INSTRUCTIONS FOR THE TASK —
Go over the data and copy out each line with "linecap" in it.

RECORDS FOR THIS TASK —
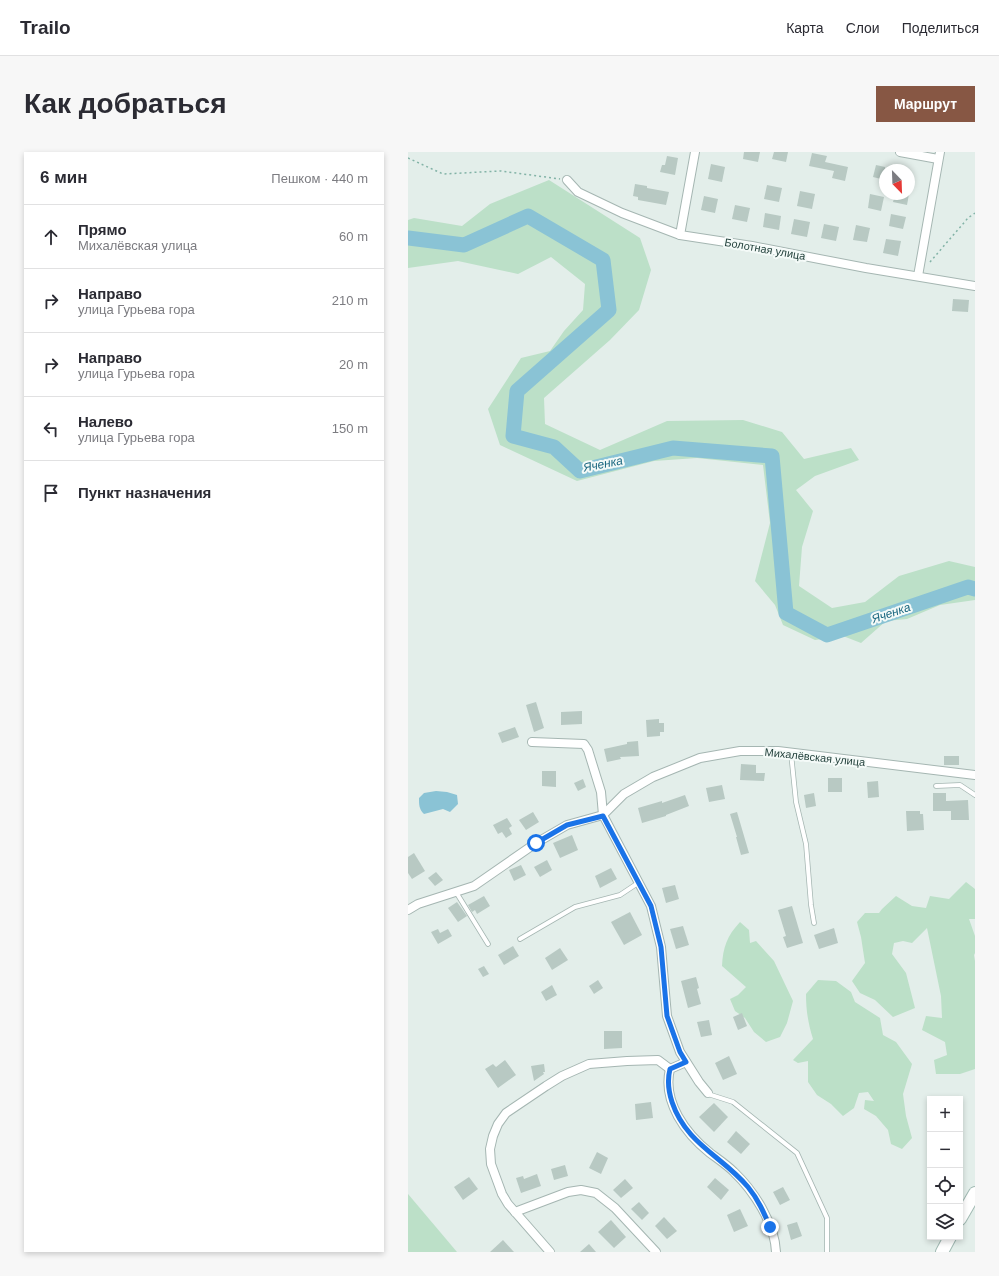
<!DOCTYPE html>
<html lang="ru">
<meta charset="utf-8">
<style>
body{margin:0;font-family:Arial,sans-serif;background:#f7f7f7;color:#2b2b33}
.controls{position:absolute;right:12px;bottom:12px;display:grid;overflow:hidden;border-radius:0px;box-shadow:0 2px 6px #0003}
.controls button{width:36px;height:36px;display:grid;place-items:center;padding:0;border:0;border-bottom:1px solid #e1e1e2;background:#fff;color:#2b2b33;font:20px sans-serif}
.compass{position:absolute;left:471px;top:12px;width:36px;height:36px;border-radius:50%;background:#fff;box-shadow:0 2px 6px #0003;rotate:157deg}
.stop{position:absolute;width:12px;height:12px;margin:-9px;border:3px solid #1a73e8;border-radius:50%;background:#fff}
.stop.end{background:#1a73e8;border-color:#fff;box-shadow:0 1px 4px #0008}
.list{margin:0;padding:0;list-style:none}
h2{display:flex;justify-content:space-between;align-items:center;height:52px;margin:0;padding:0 16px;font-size:17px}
h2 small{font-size:13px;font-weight:400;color:#7c7c81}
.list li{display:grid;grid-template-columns:26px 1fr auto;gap:12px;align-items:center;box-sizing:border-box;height:64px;padding:0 16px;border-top:1px solid #e1e1e2}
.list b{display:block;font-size:15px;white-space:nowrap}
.list p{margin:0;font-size:13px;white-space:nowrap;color:#7c7c81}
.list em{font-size:13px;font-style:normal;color:#7c7c81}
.icon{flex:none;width:22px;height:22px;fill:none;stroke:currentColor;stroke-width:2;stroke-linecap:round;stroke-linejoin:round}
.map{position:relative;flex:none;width:567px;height:1100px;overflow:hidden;border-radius:0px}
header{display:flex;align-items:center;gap:24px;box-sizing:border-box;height:56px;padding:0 20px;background:#fff;border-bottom:1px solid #e1e1e2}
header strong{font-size:19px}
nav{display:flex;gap:22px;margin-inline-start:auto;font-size:14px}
.intro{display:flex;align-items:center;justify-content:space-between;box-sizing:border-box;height:96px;padding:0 24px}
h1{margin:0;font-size:28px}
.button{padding:10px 18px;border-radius:0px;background:#875744;color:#fff;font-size:14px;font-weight:700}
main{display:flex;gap:24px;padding:0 24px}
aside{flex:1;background:#fff;border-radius:0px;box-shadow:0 2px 6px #0003}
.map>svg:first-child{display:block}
.green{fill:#bce0c8}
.water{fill:#8ac3d5}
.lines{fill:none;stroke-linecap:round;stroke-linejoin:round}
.river{stroke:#8ac3d5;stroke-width:15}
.building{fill:#b8c9c3}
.lane-casing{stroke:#a5b6b2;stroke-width:5.5}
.street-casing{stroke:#a5b6b2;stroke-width:10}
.secondary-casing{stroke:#a1bab3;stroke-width:14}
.path{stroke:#83b3a7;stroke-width:1.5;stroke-dasharray:2 3;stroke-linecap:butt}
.lane{stroke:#fff;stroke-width:4}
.street{stroke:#fff;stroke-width:8}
.secondary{stroke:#fff;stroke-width:12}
.route{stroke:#1a73e8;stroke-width:5}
.labels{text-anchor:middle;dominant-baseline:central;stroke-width:4;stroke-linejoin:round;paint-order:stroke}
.street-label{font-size:11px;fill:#22403b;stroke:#f4faf8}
.water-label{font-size:12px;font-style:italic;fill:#19667f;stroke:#f4faf8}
</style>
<header>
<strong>Trailo</strong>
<nav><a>Карта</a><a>Слои</a><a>Поделиться</a></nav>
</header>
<div class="intro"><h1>Как добраться</h1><a class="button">Маршрут</a></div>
<main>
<aside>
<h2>6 мин<small>Пешком · 440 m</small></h2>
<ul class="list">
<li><svg class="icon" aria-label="ahead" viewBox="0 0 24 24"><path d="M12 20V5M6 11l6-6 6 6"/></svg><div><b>Прямо</b><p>Михалёвская улица</p></div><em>60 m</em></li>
<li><svg class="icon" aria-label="right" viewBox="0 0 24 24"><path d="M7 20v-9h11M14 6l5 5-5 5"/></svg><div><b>Направо</b><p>улица Гурьева гора</p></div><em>210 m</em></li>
<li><svg class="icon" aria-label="right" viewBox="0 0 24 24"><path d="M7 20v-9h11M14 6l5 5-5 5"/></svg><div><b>Направо</b><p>улица Гурьева гора</p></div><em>20 m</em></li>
<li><svg class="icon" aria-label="left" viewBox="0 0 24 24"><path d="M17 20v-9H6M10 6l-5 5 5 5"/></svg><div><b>Налево</b><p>улица Гурьева гора</p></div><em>150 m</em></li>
<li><svg class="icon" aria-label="arrive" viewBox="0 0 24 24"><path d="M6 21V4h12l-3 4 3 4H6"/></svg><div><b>Пункт назначения</b></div></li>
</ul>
</aside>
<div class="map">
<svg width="567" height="1100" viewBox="0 0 567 1100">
<rect width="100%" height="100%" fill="#e3eeea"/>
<g class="green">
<polygon points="141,28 232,86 243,118 231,158 202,188 136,246 137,272 192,298 259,269 335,268 374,280 396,307 443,296 451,308 407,324 388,338 405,359 394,395 391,434 424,456 457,450 491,424 541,409 567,415 567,448 532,453 499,467 478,469 453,491 435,484 407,488 375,473 367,453 347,429 362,371 355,313 289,306 246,309 169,329 92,293 80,257 113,206 142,199 156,179 175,158 177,132 143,105 110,122 50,109 0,116 0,68 6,66 54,74 82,52"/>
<polygon points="558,730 567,737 567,767 561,767 567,784 567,801 566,803 567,809 567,917 552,922 528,922 526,908 539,903 537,890 514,878 518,864 534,866 533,844 519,776 504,791 495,789 486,791 484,802 498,821 507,856 485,865 467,848 452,841 444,829 457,811 453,785 449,770 457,761 471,761 474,757 488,744 504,754 518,756 522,744 541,747"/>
<path d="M332,770L341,778L342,791L348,789L366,809L385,849L379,871L372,885L358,890L346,880L337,866L327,859L322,847L330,843L338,835L314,814C315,795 319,784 332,770Z"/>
<path d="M410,828L428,829L443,840L447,850L472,866L475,883L488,890L504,912L495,942L498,964L504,986L494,997L483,992L480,978L468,964L456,957L457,948L466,949L460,940L451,941L446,956L435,964L423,952L409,943L400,930V909L390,911L385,908L405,887C400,871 398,858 398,842Z"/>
<polygon points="0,1042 49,1100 0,1100"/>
</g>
<path class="water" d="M28,639L39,640L49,643L50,652L42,660L35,657L16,662C11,657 11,653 11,646L16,641Z"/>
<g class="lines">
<polyline class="river" points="0,86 56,93 120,64 195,108 201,158 109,239 105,284 146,295 172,319 265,296 364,304 378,461 419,483 560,435 567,437"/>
</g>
<g class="building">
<polygon points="336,0 352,0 350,10 335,7"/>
<polygon points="366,0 380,0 378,10 364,7"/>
<polygon points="404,1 419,4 417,10 440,15 437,29 424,26 426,19 401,14"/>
<polygon points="259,4 270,6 267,23 252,20 254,13 257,13"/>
<polygon points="303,12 317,15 314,30 300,27"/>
<polygon points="468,13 477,15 477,28 465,25"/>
<polygon points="227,32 239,34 239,36 261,40 258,53 230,48 230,45 225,44"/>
<polygon points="359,33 374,36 371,50 356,47"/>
<polygon points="392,39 407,42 404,57 389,54"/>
<polygon points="462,42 476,45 473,59 460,56"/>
<polygon points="487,42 501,42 499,53 485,50"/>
<polygon points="296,44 310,47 307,61 293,58"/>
<polygon points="327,53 342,56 339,70 324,67"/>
<polygon points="357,61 373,64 371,78 355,75"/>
<polygon points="483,62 498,65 495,77 481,74"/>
<polygon points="386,67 402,70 399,85 383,82"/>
<polygon points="416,72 431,75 428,89 413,86"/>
<polygon points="448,73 462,76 459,90 445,88"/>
<polygon points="478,87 493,89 490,104 475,101"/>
<polygon points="545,147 561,148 560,160 544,159"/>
<polygon points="128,550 136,576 126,580 118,553"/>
<polygon points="174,559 174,572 153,573 153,560"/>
<polygon points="251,567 251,571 256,571 256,580 252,580 252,584 239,585 238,568"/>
<polygon points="107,575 111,585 94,591 90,581"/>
<polygon points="230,589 231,604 212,605 213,607 199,610 196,597 219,592 219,590"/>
<rect x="536" y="604" width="15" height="9"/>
<polygon points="333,612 348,613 348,621 357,621 356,629 332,628"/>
<polygon points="134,619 148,619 148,635 134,634"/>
<rect x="420" y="626" width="14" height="14"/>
<polygon points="175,627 178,635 170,639 166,631"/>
<polygon points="470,629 471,645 460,646 459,630"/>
<polygon points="314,633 317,647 301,650 298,636"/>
<polygon points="406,641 408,654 398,656 396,643"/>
<polygon points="525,641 538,641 538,649 560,648 561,668 543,668 543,659 525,659"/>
<polygon points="277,643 281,654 258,663 258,664 234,671 230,656 254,649 254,651"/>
<polygon points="498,659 512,659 512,662 515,662 516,678 499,679"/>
<polygon points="125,660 131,670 118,678 111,668"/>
<polygon points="329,660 341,701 333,703 328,685 329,685 322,662"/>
<polygon points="99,666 104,674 101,676 104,682 98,686 94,680 90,682 85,673"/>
<polygon points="164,683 170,698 152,706 145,691"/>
<polygon points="6,701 17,719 4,727 0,721 0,705"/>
<polygon points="139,708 144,718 132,725 126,715"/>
<polygon points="113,713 118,723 106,729 101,718"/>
<polygon points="203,716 209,727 192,736 187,724"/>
<polygon points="28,720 35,728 27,734 20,726"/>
<polygon points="267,733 271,747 258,751 254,736"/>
<polygon points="76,744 82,754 69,762 67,758 64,760 60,753"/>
<polygon points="49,750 59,764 50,770 40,756"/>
<polygon points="384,754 395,791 379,796 375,785 378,784 370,758"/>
<polygon points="222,760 234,783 216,793 203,770"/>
<polygon points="275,774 281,793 268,797 262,777"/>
<polygon points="426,776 430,791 411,797 406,783"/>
<polygon points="30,777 32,781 40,777 44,784 30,792 23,780"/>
<polygon points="105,794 111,804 96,813 90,803"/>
<polygon points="152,796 160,808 144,818 137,806"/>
<polygon points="76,814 81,822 75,825 70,817"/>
<polygon points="288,825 291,836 289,837 293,852 280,856 273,829"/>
<polygon points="190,828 195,836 186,842 181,834"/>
<polygon points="144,833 149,843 138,849 133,840"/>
<polygon points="334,861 339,874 330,878 325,865"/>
<polygon points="301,868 304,883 293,885 289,870"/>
<polygon points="196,879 214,879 214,896 196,897"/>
<polygon points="321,904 329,922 315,928 307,911"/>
<polygon points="97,908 108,923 90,936 77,917 85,912 88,915"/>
<polygon points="136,912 137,920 135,920 136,922 126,929 123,914"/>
<polygon points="243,950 245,966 228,968 227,952"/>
<polygon points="306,951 320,965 306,980 291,965"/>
<polygon points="328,979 342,992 333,1002 319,990"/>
<polygon points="189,1000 200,1006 193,1022 181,1016"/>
<polygon points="157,1013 160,1024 146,1028 143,1017"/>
<polygon points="129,1022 133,1034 113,1041 108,1026 115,1024 116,1027"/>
<polygon points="61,1025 70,1037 55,1048 46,1035"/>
<polygon points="307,1026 321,1038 313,1048 299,1035"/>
<polygon points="217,1027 225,1036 213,1046 205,1038"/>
<polygon points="375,1035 382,1048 372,1053 365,1040"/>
<polygon points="231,1050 241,1061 234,1068 223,1057"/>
<polygon points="332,1057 340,1074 326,1080 319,1063"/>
<polygon points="256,1065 269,1079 259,1087 247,1074"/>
<polygon points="203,1068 218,1085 206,1096 190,1080"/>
<polygon points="389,1070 394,1084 383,1088 379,1073"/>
<polygon points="95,1088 106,1100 82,1100"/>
<polygon points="181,1092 188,1100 172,1100"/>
</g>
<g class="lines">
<g class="lane-casing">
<g id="lane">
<polyline points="383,601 388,650 398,692 403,753 406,771"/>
<polyline points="528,634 552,633 567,643"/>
<polyline points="48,740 80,792"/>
<polyline points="112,787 167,755 212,743 230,731"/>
<polyline points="300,942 325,950 389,1001 419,1066 419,1100"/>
</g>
</g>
<g class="street-casing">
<g id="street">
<polyline points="492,0 530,7"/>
<polyline points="159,28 170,40 214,61 272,83 344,94 458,116 567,134"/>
<polyline points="272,83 287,0"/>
<polyline points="510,124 532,0"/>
<polyline points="124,590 176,592 180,598 193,640 195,663 243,754 253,795 259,864 272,900 291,930 300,941"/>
<polyline points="0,758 10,752 66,734 128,691 159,673 195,663 216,642 245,625 292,606 332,599 370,599 567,623"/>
<path d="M278,910L262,917C254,950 278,982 302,1001C310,1007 319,1013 326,1020C346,1039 367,1072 368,1100"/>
<polyline points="107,1060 160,1040 173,1038 188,1041 207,1056 248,1100"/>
<polyline points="142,1100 100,1052 94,1042 83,1012 82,997 85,984 90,972 98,961 138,934 154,924 181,912 219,909 250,908 262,917"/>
</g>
</g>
<g class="secondary-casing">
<g id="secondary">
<polyline points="552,1067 567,1041"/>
<polyline points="534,1100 542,1085"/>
</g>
</g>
<g class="path">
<polyline points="0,6 35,22 93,19 152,27"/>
<polyline points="522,110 560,66 567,61"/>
</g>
<use href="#lane" class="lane"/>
<use href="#street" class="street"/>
<use href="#secondary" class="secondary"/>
</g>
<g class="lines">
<path class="route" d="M128,691L159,673L195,664L243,754L253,795L259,864L272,900L278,910L262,917C259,929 260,938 264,950C278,992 314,1004 340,1035C350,1047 356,1061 362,1075"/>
</g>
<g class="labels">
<g class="street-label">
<text transform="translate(357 97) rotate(10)">Болотная улица</text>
<text transform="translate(407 605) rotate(6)">Михалёвская улица</text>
</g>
<g class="water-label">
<text transform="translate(195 312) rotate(-11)">Яченка</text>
<text transform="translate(483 461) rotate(-19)">Яченка</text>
</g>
</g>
</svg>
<div class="controls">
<button>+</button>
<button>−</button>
<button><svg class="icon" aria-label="locate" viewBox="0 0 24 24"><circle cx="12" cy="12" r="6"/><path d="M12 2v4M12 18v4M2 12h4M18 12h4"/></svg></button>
<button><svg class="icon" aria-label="layers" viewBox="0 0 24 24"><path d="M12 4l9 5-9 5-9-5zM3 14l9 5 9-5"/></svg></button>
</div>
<svg class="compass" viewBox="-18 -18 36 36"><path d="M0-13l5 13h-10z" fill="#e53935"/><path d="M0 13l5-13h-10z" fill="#7c7c81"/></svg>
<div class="stop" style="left:128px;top:691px"></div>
<div class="stop end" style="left:362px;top:1075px"></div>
</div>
</main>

ANSWER TO THIS EXERCISE —
.icon{flex:none;width:22px;height:22px;fill:none;stroke:currentColor;stroke-width:2;stroke-linecap:round;stroke-linejoin:round}
.lines{fill:none;stroke-linecap:round;stroke-linejoin:round}
.path{stroke:#83b3a7;stroke-width:1.5;stroke-dasharray:2 3;stroke-linecap:butt}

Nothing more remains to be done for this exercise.